Medeniyetlerin kendi içine kapanık ve birbirinden tamamen bağımsız olduğu fikrini reddeden Hodgson’a göre medeniyetler etkileşim halindedir ve aralarında ekonomik, kültürel pek çok alışveriş söz konusudur. Özellikle dinlerin ortaya çıkışı ile bu etkileşimin arttığını öne sürmüştür. Dinler ve bu dinlere intisap eden toplumlar tarihi akışta yalnızca kendi bünyelerinde değerlendirilmemelidir. Yani örneğin İslam tarihi yalnızca Müslümanların ve neşet ettiği coğrafya olan Arap yarımadası veya hüküm sürdüğü Ortadoğu’nun değil, tüm dünyanın ortak tarihidir. İslam’ın tarih sahnesinden çekilmesi ile oluşacak boşluk yalnızca mensuplarını değil Avrupa dahil tüm dünyayı etkileyecektir. Bu tezi ile Hodgson, tek tip tarih anlayışının yanlışlığına işaret etmiştir. Tarihte dinlerin ortaya çıkardığı bu etkileşimci anlayışı benimseyen Hodgson İslam’ın sosyal, siyasi, iktisadi hayatta dini etkileşim ile hızlı bir yayılım gösterdiğini ve böylece insanlığı etkisi altına aldığını öne sürmüştür.

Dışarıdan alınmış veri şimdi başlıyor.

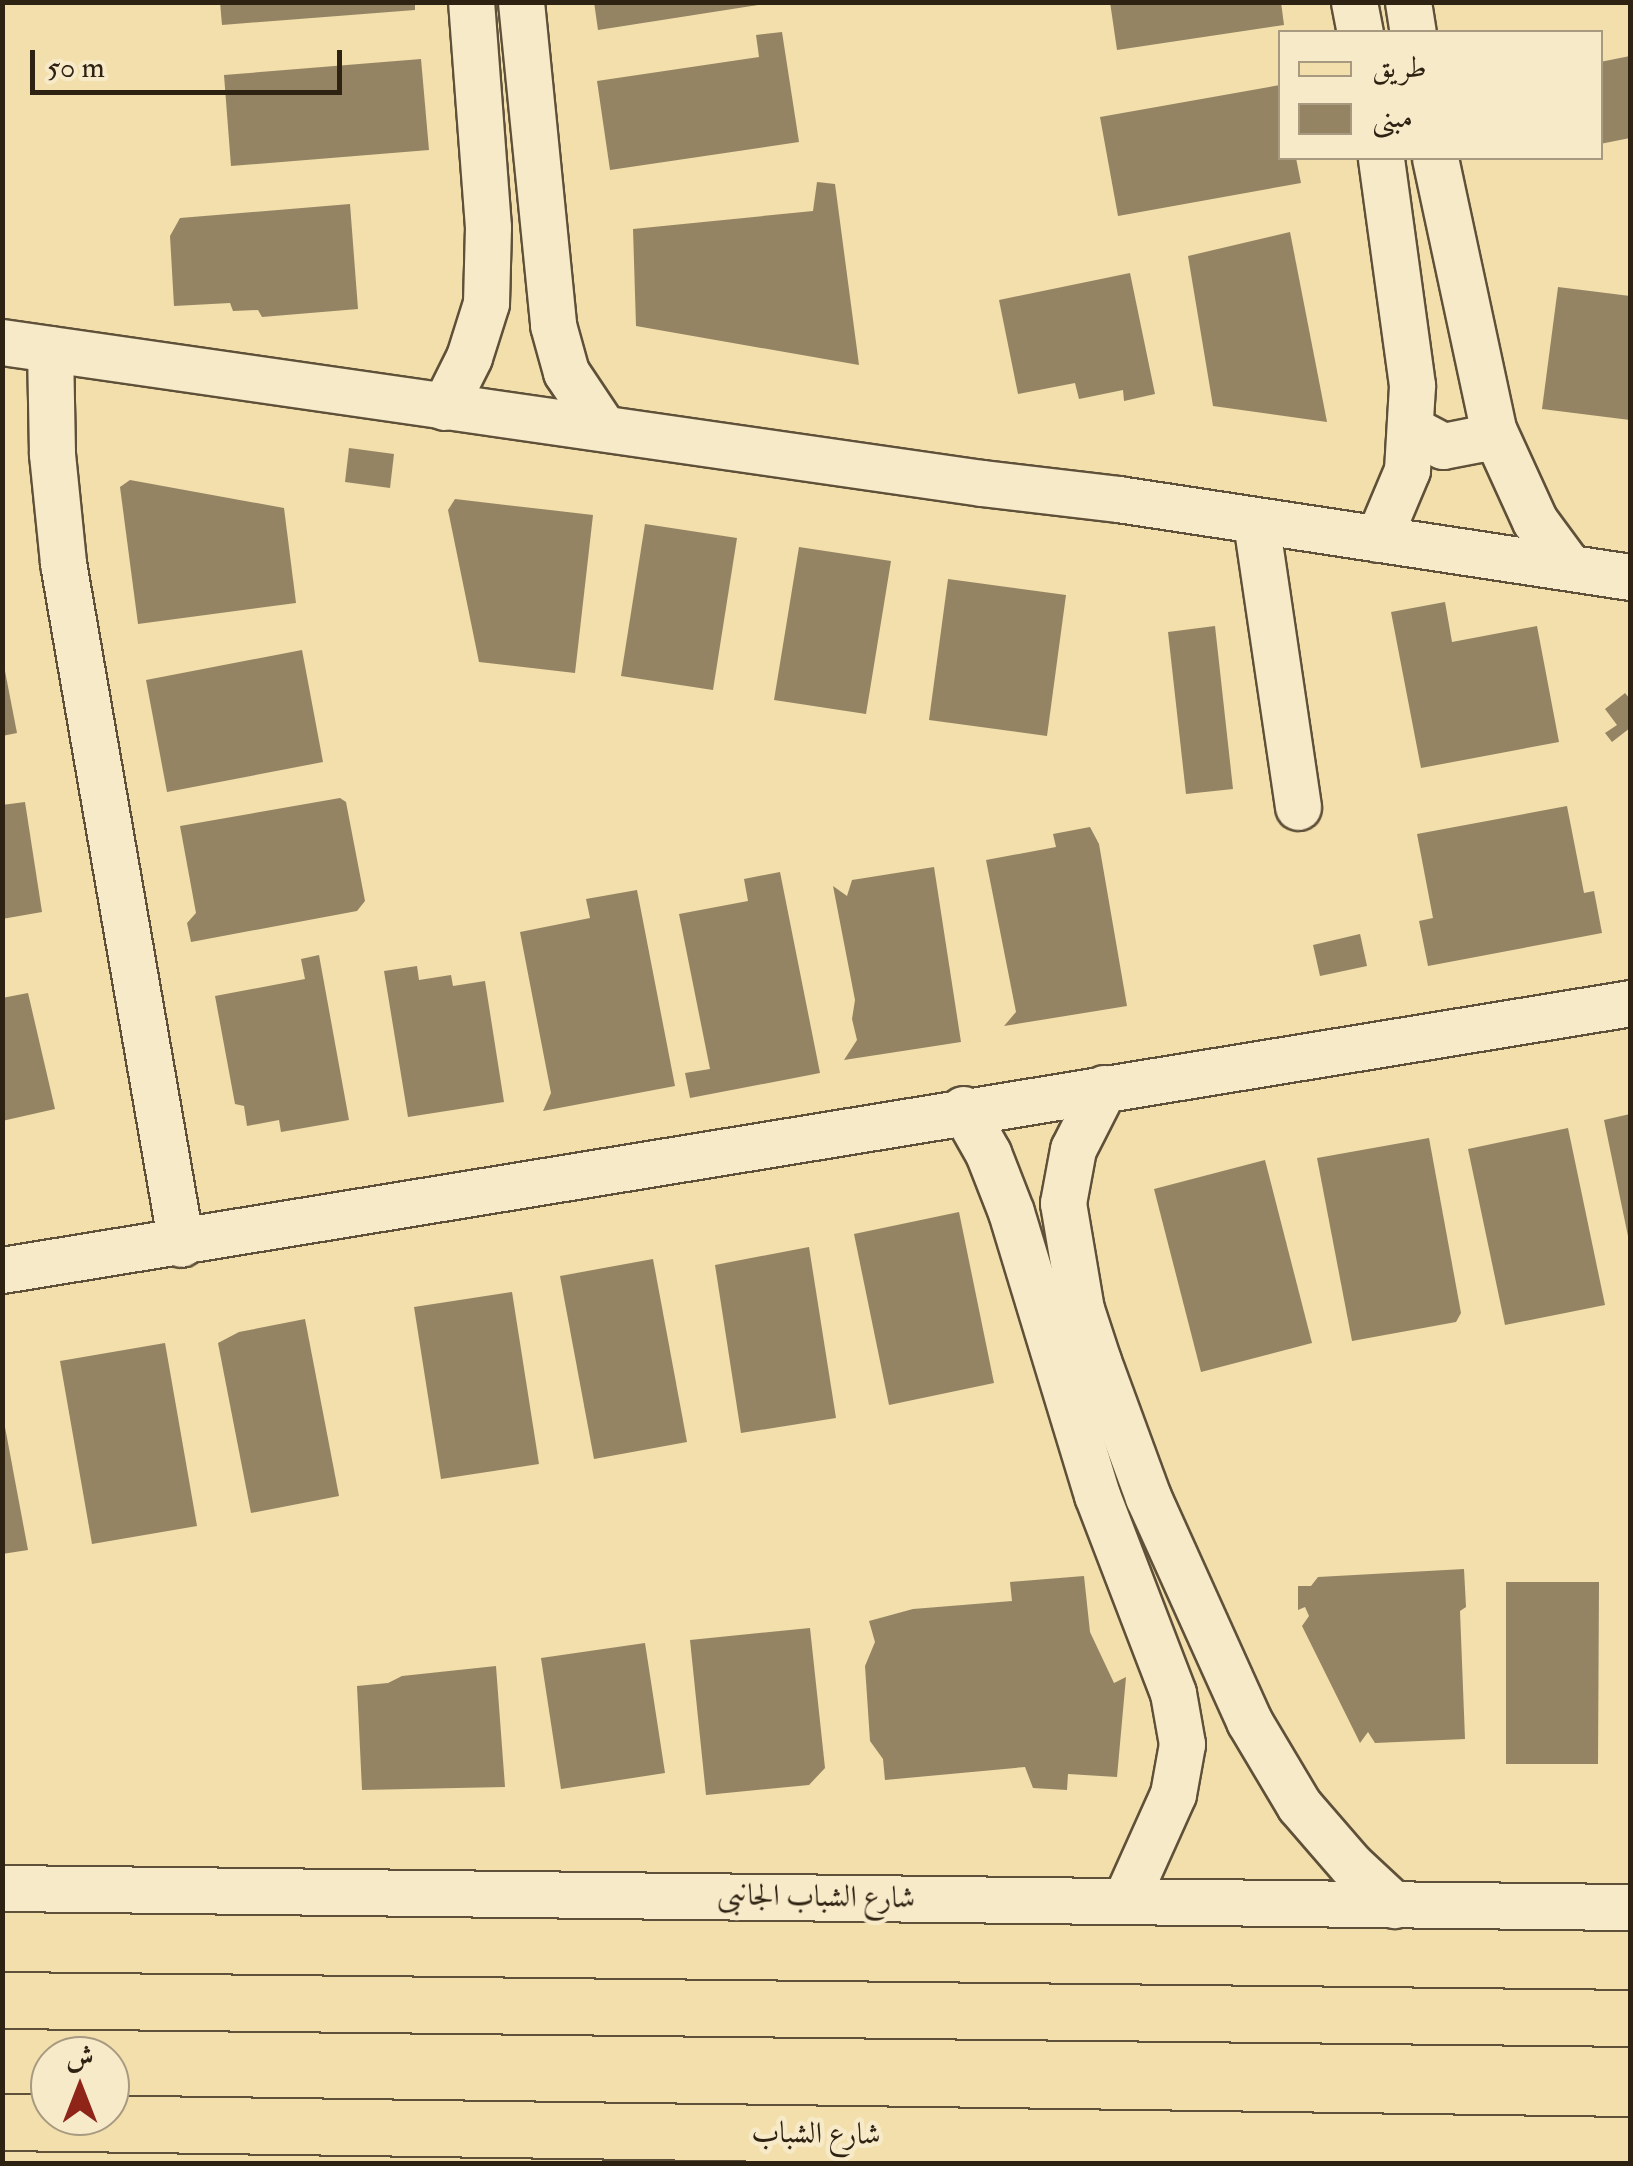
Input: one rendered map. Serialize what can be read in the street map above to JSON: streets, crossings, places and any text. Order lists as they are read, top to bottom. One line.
{"streets":{"main road":["شارع الشباب"],"street":["شارع الشباب الجانبى"]},"legend":["طريق","مبنى"],"scale_bar":"50 m","north":"top"}
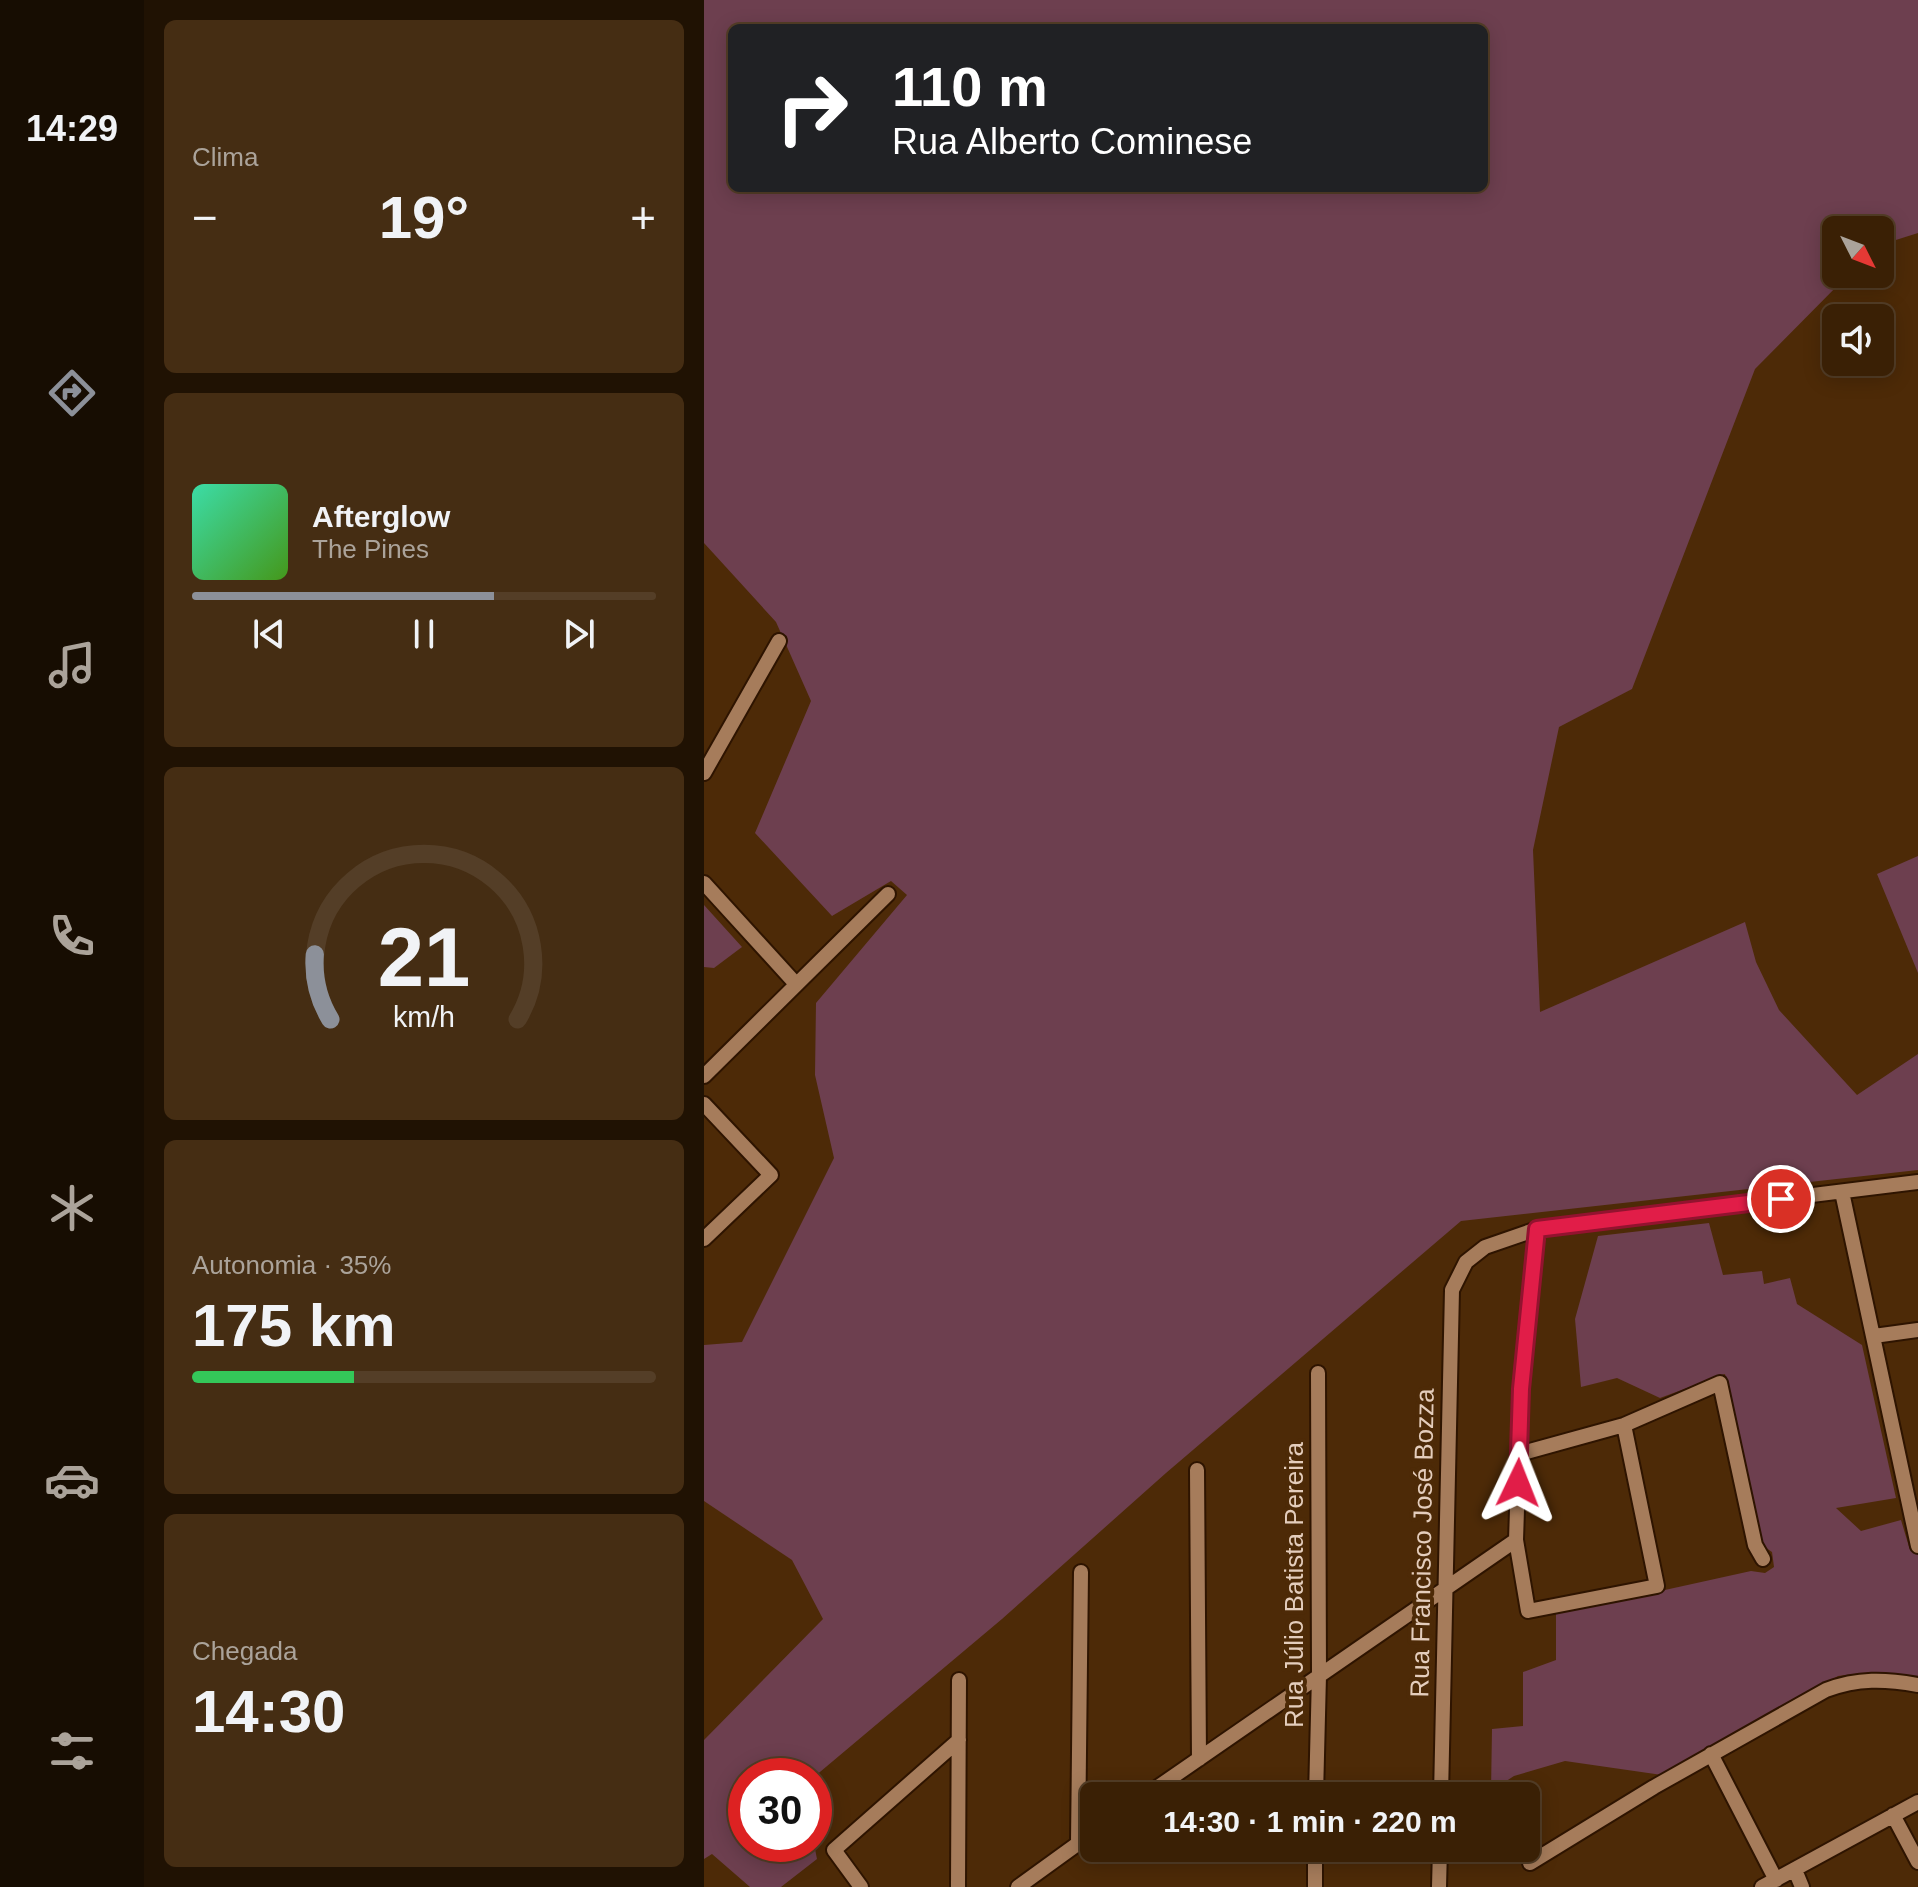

Getirdiği yenilikler, vaat ettiği nizam ve sunduğu hayat görüşü ile zirve noktaya ulaşmıştır. Bu zirvenin ardından İslam dünyasının Batı’nın gerçekleştirdiği teknik ve bilimsel gelişmelerin geride kalması ile ivme kaybettiği kabul edilmesi gereken bir gerçektir. Fakat bu noktada Hodgson’un yaygın bir görüşe itiraz ettiği görülmektedir. Ona göre medeniyetler biyoloji kanununda yer aldığı gibi “doğan, büyüyen ve ölen” organizmalar değildir. Medeniyetler, iniş çıkışları ile varlıklarını sürdürmeye devam etmektedirler. Dolayısıyla İslam medeniyetinin ölümünden de söz etmek mümkün değildir.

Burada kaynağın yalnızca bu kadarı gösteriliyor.